Posted by feww on June 11, 2008
The fast melting Arctic sea ice will cause inland temperatures to rise, according to a new study, releasing more greenhouse gases in Alaska, Canada and Russia, and more severely affecting the ecosystems
The Arctic sea ice shrank to 30 percent below its annual retreat levels and another record melt is forecast for 2008.
Siberians call this a “drunken forest.” Permafrost (long-frozen soil) in its natural state holds the trees upright. If permafrost melts, as in the photo, the soil becomes loose and can no longer provide a solid foundation for the trees, which tip over and lean randomly. NASA Photo. Kochechum River, Evenkiyskiy Avtonomnyy Okrug, Russia; 66°20’N 99°00’E
As we traveled down river, I saw what the Siberians call a “drunken forest”. This area is permafrost, where the soil stays firmly frozen year round. Larch grows well here, but their roots are shallow. When permafrost melts, the trees lose their footing and tilt to the side. I guess the trees look like a drunk trying to walk home, tilted at crazy angles. It is a curious sight, but it is also a clear sign that the temperature in that spot has been warm enough to melt the permafrost. — Weblog of Dr. Jon Ranson in Siberia.
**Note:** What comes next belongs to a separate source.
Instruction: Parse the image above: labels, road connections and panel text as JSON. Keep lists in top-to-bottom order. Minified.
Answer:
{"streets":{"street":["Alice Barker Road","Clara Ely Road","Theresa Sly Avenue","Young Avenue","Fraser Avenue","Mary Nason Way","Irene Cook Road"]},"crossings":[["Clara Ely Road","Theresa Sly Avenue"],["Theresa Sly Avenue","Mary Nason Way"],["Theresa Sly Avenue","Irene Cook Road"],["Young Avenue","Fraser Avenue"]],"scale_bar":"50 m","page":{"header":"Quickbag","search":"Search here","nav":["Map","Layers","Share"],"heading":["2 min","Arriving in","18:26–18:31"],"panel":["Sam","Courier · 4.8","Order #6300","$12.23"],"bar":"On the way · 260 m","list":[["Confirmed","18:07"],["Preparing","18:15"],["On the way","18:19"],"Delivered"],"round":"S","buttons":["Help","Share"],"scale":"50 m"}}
“Our climate model suggests that rapid ice loss is not necessarily a surprise,” said David Lawrence of the National Center for Atmospheric Research, one of the study authors.
“When you get certain conditions in the Arctic—thin ice, a lot of first-year ice (as opposed to older, sturdier ice)—that you can get a situation where … you get a rapid and steady loss over a period of five to 10 years,” Lawrence said.
In a period of rapid ice loss, autumn temperatures on the Arctic coasts of Alaska, Canada and Russia could rise by about 5 °C, the study’s climate model revealed.
Last year’s temperatures from August to October over land in the western Arctic were In the unusually warm autumn of 2007 the western Arctic temperatures rose by about 2 °C above the average recorded temperatures for the previous 28 years. As the sea ice melted rapidly, the scientists discovered, Arctic land warmed three and a half times faster than the rate predicted by most climate models. Simulations show that the warmer ocean temperatures can affect inland areas as far as 1,500km away.
Where permafrost is already at risk, for example, in central Alaska, warmer ocean temperatures are causing a quicker permafrost thaw. Thawed clumps of permafrost soil are already collapsing in parts of Alaska causing highways to buckle, houses to tilt and trees to tip over at random angles [a phenomenon which Siberians call “drunken forests.”]
“There’s an interconnectedness about the Arctic,” Lawrence said. “When sea ice retreats and retreats very rapidly it impacts other parts of the system, like warming temperatures over land. And warming temperatures over land can also accelerate the degradation of permafrost, particularly permafrost that’s warm right now.”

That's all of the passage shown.